Nothing can ever really prepare you for pregnancy. There are the changes to your body, the food aversions, the cravings, the all-day nausea, the aches and pains. Then there’s all the advice around the foods you can or can’t eat, not to mention the seemingly innocuous everyday products you can’t use. Hell, even the label of my chemist-bought shampoo reads ‘not recommended during pregnancy’. There are so many health warnings, it’s enough to make you want to shut yourself away in a room for 40 weeks until the danger period is over.
The latest health research causing worry in pregnant women is a study published in the journal JAMA Pediatrics today, which has linked paracetamol use during pregnancy and behavioural problems in children.
The study examined 8,000 pregnant women and their children, and found that using paracetamol at 18 to 32 weeks of pregnancy was associated with an increased risk of hyperactivity. Researchers found that five per cent of the children born to participants had behavioural problems by the age of seven. Of these mothers, 53 per cent used paracetamol at 18 weeks of pregnancy, and 42 per cent used it at 32 weeks.
The most such a study can establish is an association.
With paracetamol being one of the few painkillers considered safe during pregnancy, the research will unsurprisingly cause concern among pregnant women. However, according to Professor Norman Saunders, a professor of pharmacology and therapeutics at the University of Melbourne, there are limitations to the author’s claims. “The most such a study can establish is an association,” he tells SBS. “It certainly cannot demonstrate an increased risk of behavioural difficulties in the children, as claimed by the authors.”

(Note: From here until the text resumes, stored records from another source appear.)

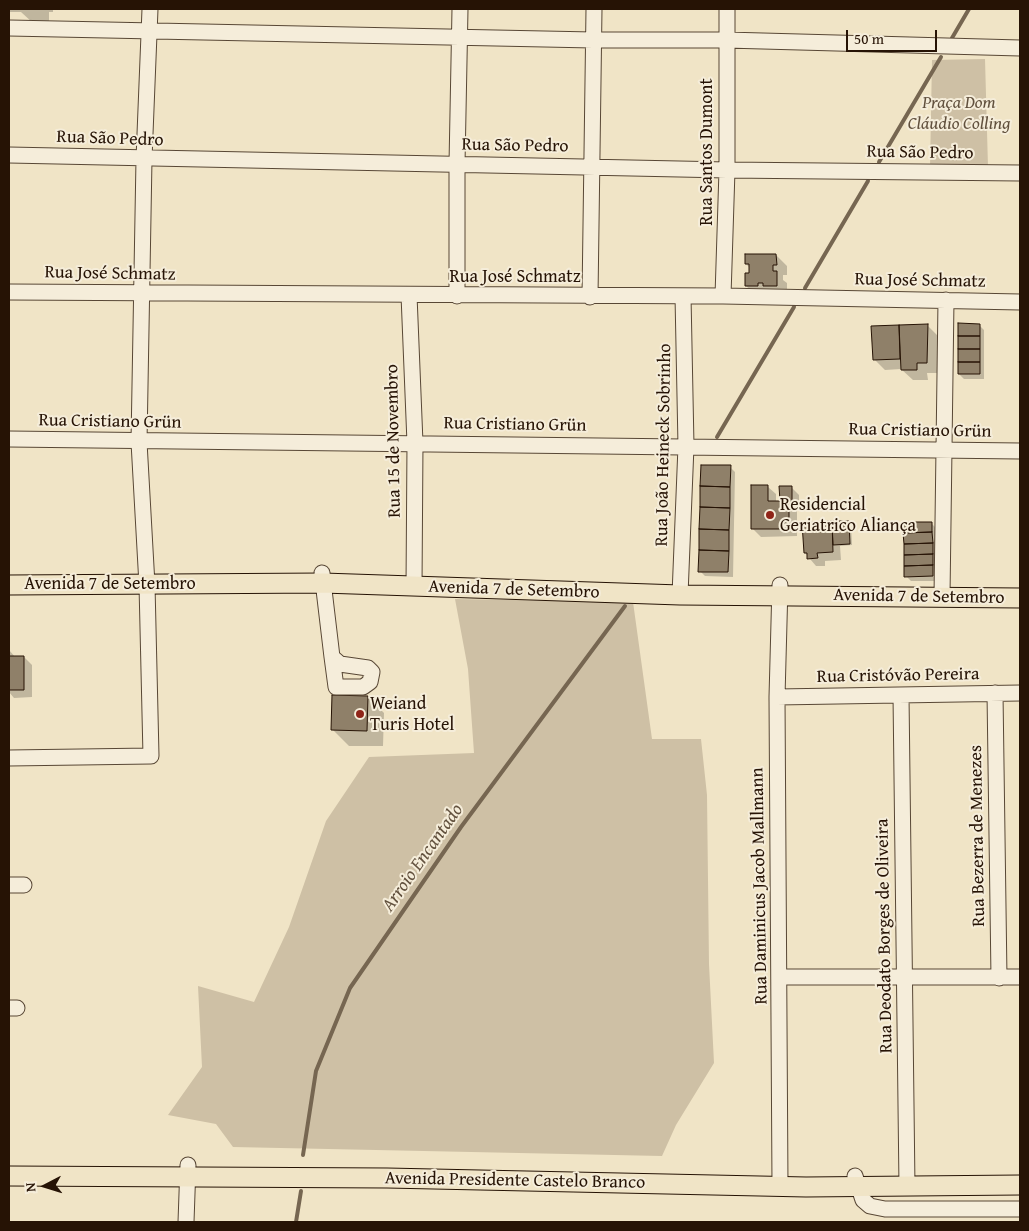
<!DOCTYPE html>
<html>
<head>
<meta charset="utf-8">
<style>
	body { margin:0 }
	#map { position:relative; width:1029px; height:1231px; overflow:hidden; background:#f0e4c6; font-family:"Gentium Book Plus",serif }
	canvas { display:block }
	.frame { position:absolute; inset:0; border:10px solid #261305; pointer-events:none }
	.north { position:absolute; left:20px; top:1161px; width:50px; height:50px; -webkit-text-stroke:4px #f5edda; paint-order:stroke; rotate:265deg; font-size:14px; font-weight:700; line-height:20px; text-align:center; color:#261305 }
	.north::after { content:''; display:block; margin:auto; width:18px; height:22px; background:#261305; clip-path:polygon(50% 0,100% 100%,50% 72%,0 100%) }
	.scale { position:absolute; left:846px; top:30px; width:91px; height:22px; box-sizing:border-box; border:2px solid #261305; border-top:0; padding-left:6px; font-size:15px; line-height:18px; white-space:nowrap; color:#261305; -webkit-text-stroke:4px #f5edda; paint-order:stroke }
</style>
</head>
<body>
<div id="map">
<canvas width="1029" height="1231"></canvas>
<div class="frame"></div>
<div class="north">N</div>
<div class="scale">50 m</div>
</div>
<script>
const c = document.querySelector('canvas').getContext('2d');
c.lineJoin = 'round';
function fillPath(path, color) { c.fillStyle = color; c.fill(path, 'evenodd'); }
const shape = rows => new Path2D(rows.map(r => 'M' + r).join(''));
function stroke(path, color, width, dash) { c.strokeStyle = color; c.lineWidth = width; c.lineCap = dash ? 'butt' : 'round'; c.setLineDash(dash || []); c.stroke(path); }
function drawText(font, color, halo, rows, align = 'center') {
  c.font = font + ' "Gentium Book Plus",serif'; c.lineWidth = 4; c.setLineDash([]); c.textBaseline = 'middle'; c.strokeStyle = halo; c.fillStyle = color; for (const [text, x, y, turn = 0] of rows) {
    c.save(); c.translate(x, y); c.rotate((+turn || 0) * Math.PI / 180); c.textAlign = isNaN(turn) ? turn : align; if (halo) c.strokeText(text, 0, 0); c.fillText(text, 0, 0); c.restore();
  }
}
fillPath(shape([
	[985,59,988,167,930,167,932,60],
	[455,599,633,602,652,739,701,739,707,795,709,964,714,1063,676,1125,662,1156,233,1147,216,1124,168,1115,202,1067,198,986,254,1002,289,927,326,821,369,757,474,753,468,669]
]), '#cec0a5');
fillPath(shape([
	[9,9,53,9,53,12,49,12,49,23,33,23,21,12,9,12],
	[776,255,787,266,787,275,783,275,783,280,787,283,787,296,757,296,746,286,750,274,750,268,746,264],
	[927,325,938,336,938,373,927,373,928,380,913,380,901,369,885,370,874,359,873,327],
	[979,325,984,330,984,379,964,379,959,374],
	[730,467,735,472,733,577,705,576,700,571],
	[768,487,776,494,776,502,781,502,791,487,799,495,799,509,797,509,797,536,761,537,753,529],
	[848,522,851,524,852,545,840,546,841,560,825,561,825,566,816,566,805,553,804,524],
	[931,523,936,528,938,581,911,581,906,576],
	[9,650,16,658,24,657,32,665,32,697,14,698,9,692],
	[368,697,384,713,383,746,349,746,333,730]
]), '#0003');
stroke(shape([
	[952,38,969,9],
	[879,162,941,57],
	[805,288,868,181],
	[717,437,794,307],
	[303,1155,316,1071,350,988,461,827,625,606],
	[296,1222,301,1191]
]), '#766651', 4);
const building = shape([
	[745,254,776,254,777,265,773,265,773,271,777,271,777,286,763,286,763,283,758,283,758,286,745,286,745,273,749,273,749,264,745,264,745,254],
	[958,323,980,324,980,336,958,336,958,323],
	[928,324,927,363,917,363,917,370,901,370,899,325,928,324],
	[899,325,900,359,873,360,871,326,899,325],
	[958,336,980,336,980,349,958,349,958,336],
	[958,349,980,349,980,362,958,362,958,349],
	[958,362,980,362,980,374,958,374,958,362],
	[701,465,731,465,730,487,700,486,701,465],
	[751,485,768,485,768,501,780,501,779,486,792,486,792,502,789,502,789,529,751,529,751,485],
	[700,486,730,487,730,508,700,507,700,486],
	[700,507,730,508,729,530,699,529,700,507],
	[832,521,849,521,850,544,833,545,832,521],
	[832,521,833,552,817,553,818,558,807,559,807,553,804,553,802,523,832,521],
	[903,522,932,522,932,532,903,533,903,522],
	[699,529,729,530,729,551,699,550,699,529],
	[932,532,933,543,904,544,903,533,932,532],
	[933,543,933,554,904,555,904,544,933,543],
	[699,550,729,551,728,572,698,572,699,550],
	[933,554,933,565,904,566,904,555,933,554],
	[933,565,933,576,904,577,904,566,933,565],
	[9,649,9,656,24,656,24,690,9,690,9,649],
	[332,695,368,696,367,731,331,730,332,695]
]);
fillPath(building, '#8f8069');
stroke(building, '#261305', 1);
const minor = shape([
	[9,28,593,40,726,40,1020,48],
	[9,155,727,170,1020,173],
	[9,292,723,296,1020,302],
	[409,295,415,443,414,587],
	[457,296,457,164,460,9],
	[723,296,727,170,727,9],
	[590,297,594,9],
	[9,439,1020,451],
	[322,573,332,657,340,664,368,668,372,672,370,682,363,687,336,687,332,657],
	[780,585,777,697,780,1186],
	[680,595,686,446,683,296],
	[942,596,946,300],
	[995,693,999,978],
	[901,695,907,1187],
	[777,697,1020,693],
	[9,758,151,756,147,585,139,442,144,159,150,9],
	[9,885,24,885],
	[781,977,1020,977],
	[9,1008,17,1008],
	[855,1176,863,1200,870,1206,885,1209,1020,1209],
	[186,1222,188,1165]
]);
const major = shape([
	[9,585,323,583,680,595,1020,598],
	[9,1176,387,1178,806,1187,1020,1185]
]);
stroke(minor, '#584735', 17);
stroke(major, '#261305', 21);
stroke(minor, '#f5edda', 15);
stroke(major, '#f0e4c6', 19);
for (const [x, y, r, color] of [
	[770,515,5,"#8f2418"],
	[360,714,5,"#8f2418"]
]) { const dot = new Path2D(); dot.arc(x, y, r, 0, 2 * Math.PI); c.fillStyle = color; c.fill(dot); stroke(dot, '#f5edda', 2); }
drawText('italic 18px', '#61503d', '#f5edda', [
	["Praça Dom",959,103],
	["Cláudio Colling",959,124]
]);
drawText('18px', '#261305', '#f5edda', [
	["Rua São Pedro",110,139,2],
	["Rua São Pedro",515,146,1],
	["Rua Santos Dumont",707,152,-90],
	["Rua São Pedro",920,153,1],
	["Rua José Schmatz",110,274,1],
	["Rua José Schmatz",515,277],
	["Rua José Schmatz",920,281,1],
	["Rua Cristiano Grün",110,422,1],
	["Rua Cristiano Grün",515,425,1],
	["Rua Cristiano Grün",920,431,1],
	["Rua 15 de Novembro",394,441,-91],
	["Rua João Heineck Sobrinho",664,445,-89],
	["Avenida 7 de Setembro",110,584],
	["Avenida 7 de Setembro",514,590,2],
	["Avenida 7 de Setembro",919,597,1],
	["Rua Cristóvão Pereira",898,676,-1],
	["Rua Bezerra de Menezes",978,836,-91],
	["Rua Daminicus Jacob Mallmann",760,886,-91],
	["Rua Deodato Borges de Oliveira",885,936,-91],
	["Avenida Presidente Castelo Branco",515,1181,1]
]);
drawText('18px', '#261305', '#f5edda', [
	["Residencial",780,505],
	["Geriatrico Aliança",780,526],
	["Weiand",370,704],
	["Turis Hotel",370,725]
], 'left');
drawText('italic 19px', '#62513e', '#f5edda', [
	["Arroio Encantado",423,858,-55]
]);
</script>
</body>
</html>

While the study authors do recognise some limitations in their research, such as a lack of information on dosage or duration, there are other factors they fail to consider. “They have not distinguished between different reasons why the patients were taking paracetamol,” Prof. Saunders explains. What’s more, “The authors did not analyse separately possible associations with the different reasons why the paracetamol had been taken; for example, this might have revealed an association with infections such as flu or cold, which would have been an alternative explanation for the problems identified in the children,” he says.
Relying on pregnant women to recall details of their paracetamol use three months later is also problematic, as anyone who has suffered so-called ‘baby brain’ can attest. According to Prof. Saunders, “the authors relied on patient recall in the three-month period prior to the time in pregnancy when the patients were questioned. This is likely to be unreliable.”

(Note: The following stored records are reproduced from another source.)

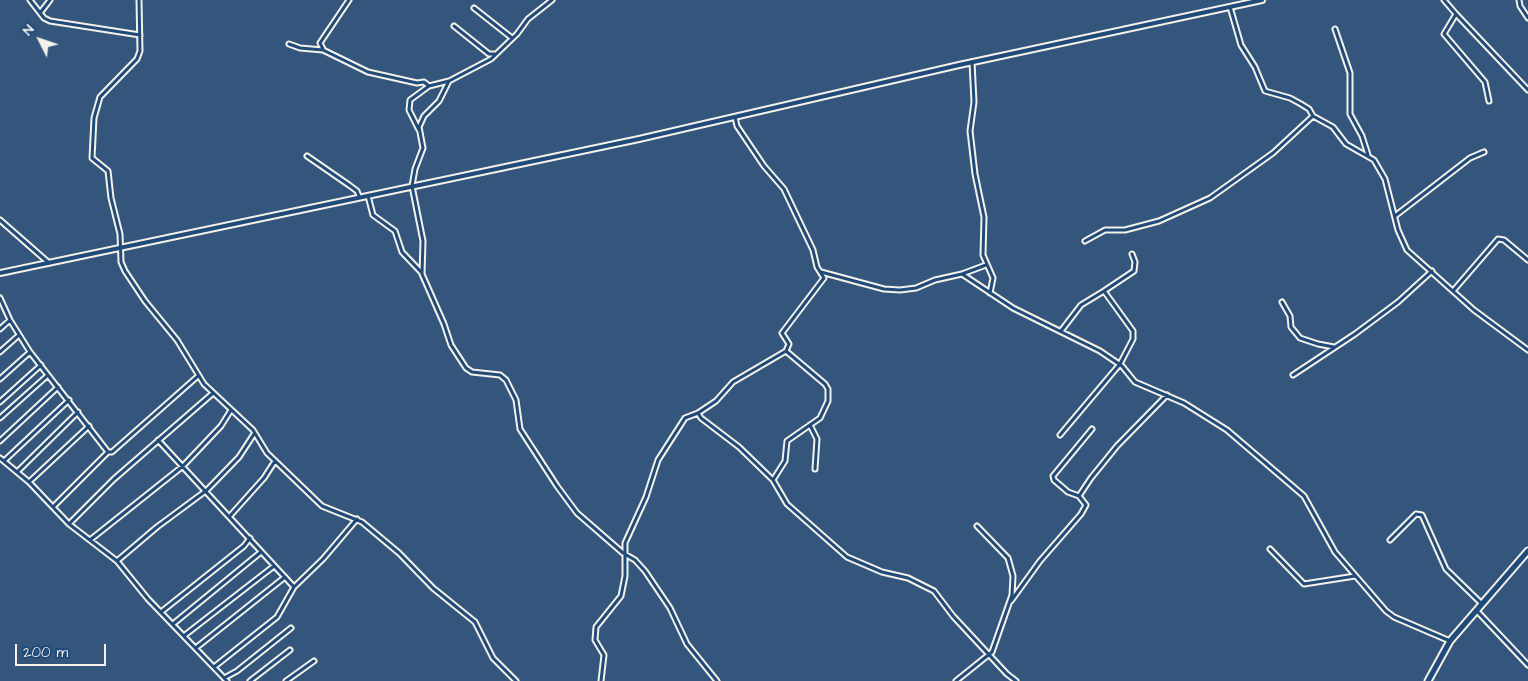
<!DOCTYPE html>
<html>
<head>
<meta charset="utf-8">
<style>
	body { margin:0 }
	#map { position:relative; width:1528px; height:681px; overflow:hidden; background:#34567d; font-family:"Architects Daughter",sans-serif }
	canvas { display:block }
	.north { position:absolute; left:15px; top:15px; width:50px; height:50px; -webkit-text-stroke:4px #1f4a7a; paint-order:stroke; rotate:311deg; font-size:14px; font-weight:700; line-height:20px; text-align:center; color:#f4f1e8 }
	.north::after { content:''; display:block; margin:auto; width:18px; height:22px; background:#f4f1e8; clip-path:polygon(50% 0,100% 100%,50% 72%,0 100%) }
	.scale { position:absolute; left:15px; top:644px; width:91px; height:22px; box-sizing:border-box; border:2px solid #f4f1e8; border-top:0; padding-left:6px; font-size:15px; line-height:18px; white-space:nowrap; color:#f4f1e8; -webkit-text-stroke:4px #1f4a7a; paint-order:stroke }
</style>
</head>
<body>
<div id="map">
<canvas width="1528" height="681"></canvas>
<div class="north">N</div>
<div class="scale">200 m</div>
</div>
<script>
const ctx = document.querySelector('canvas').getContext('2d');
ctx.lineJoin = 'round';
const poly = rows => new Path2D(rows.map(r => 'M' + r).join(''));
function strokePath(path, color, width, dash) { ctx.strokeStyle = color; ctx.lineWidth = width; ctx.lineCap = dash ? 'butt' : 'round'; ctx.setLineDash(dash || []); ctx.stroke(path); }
const minor = poly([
	[30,0,44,18,50,21,140,35],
	[139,0,140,51,137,59,100,97,94,118,92,158,108,171,111,198,120,234,121,262,125,271,145,301,177,340,204,384,253,430,267,453,322,506,362,522,399,553,433,588,475,622,493,658,516,681],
	[552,0,528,19,517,34,491,59,449,81,439,101,424,116,419,127,423,148,415,169,412,186,423,241,422,274,444,324,451,345,466,368,472,372,500,375,506,380,516,400,520,429,557,486,577,513,623,553,635,560,645,571,670,608,687,644,717,681],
	[1444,0,1456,14,1444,34,1485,82,1489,101],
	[1519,0,1520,6,1528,18],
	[1230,7,1241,45,1255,67,1265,91,1290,98,1301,104,1309,109,1313,116,1333,127,1346,144,1374,160,1385,179,1398,230,1407,250,1474,310,1528,350],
	[474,8,512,38],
	[40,13,50,0],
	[1456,14,1528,90],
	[454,26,489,54,495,54],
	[1335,29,1350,73,1350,114,1362,136,1368,155],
	[289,44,300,48,323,50,368,72,417,83,424,82,429,86],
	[323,49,320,43,349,0],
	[972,62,974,102,970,131,975,174,984,217,983,255,993,278,990,293],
	[419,130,409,110,410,100,429,86,449,81],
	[307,156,349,185,357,191,359,196],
	[368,196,373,215,395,231,402,252,422,273],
	[1395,216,1470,158,1484,152],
	[0,220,49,263],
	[1085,241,1105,230,1125,230,1159,221,1210,198,1273,153,1313,116],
	[821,272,884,289,900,290,916,288,935,280,962,274,986,265],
	[962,274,1013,308,1100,351,1122,366,1135,382,1184,403,1227,430,1304,496,1335,552,1386,611,1394,617,1450,641],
	[1453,291,1498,239,1504,240,1528,260],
	[0,298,10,320,30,352,108,452,53,507],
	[1282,302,1290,316,1291,327,1300,338,1318,344,1334,347],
	[0,329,10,320],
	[1061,331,1081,305,1104,291],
	[0,352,19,335],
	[1293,375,1355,334,1398,302,1432,271],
	[0,379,30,352],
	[0,402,41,365],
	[698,413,701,418,739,447,773,480,787,504,847,557,882,572,908,578,934,591,953,616,1007,674,1016,681],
	[0,418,48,375],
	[810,425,817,439,815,469],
	[1060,435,1120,364,1133,339,1133,331,1104,291,1134,271,1135,262,1132,254],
	[158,440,294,587],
	[0,441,58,387],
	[108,452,112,452,198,376],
	[0,458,29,482,69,524,117,561,148,599,227,681],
	[4,461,69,400],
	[18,471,78,412],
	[773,480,785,461,787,441,820,418,828,401,828,389,825,384,786,351],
	[29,482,89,426],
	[1079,496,1068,492,1054,480,1053,476,1092,429],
	[229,517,264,478,275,461],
	[69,524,114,479,212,394],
	[90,540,183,466,221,426,231,410],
	[1390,540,1416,514,1422,515,1446,569,1482,604],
	[1270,549,1304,584,1355,576],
	[117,561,157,527,207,490,239,457,254,434],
	[1011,601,1040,561,1081,514,1086,505,1079,496,1091,478,1117,446,1167,395],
	[1477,611,1528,665],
	[161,612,244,546,250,538],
	[173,624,261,552],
	[185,635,274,566],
	[197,647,285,577],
	[214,667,277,617,294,587,323,559,357,519],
	[224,678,237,671,291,628],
	[250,681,290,650],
	[286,681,314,661],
	[601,681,604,655,595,640,596,627,621,596,625,576,625,543,646,497,658,460,685,418,698,413,716,401,733,382,786,351,789,344,782,333,824,278,817,267,813,250,784,189,764,166,737,126,735,117],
	[956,681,992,652,1012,595,1013,576,1008,558,977,526]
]);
const tertiary = poly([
	[0,273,639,139,959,65,1262,0]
]);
const primary = poly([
	[1428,681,1450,641,1528,551]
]);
strokePath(minor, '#f4f1e8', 7);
strokePath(tertiary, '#f4f1e8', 8);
strokePath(primary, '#f4f1e8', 9);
strokePath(minor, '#1f4a7a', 3);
strokePath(tertiary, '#1f4a7a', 4);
strokePath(primary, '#1f4a7a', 5);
</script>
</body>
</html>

Further studies are still needed before we jump to changing clinical practice recommendations.
It’s a stretch to call for greater restrictions on pregnant women using paracetamol, simply on the basis of this study. “But in general because so little is known, apart from anecdotal reports, about adverse effects on the foetus of drugs administered in pregnancy I suggest the advice is, where reasonable, to avoid taking drugs,” says Prof Saunders.
Bottom line: this research is not strong enough to prevent pregnant women from using paracetamol if they need it to treat pain or fever. In an editorial corresponding with the study, Dr Luke Grzeskowiak, a research fellow at the Robinson Research Institute at the University of Adelaide writes, “further studies are still needed before we jump to changing clinical practice recommendations. Paracetamol is useful in treating fever and different types of pain and it still remains our first choice for treating these conditions during pregnancy.”
However, pregnant women should always talk to their doctor or pharmacist for advice on when to take paracetamol and for how long. Dr Grzeskowiak advises, “The key message from this study is only to take paracetamol when absolutely necessary and to take it for the shortest possible duration, not to avoid it completely.”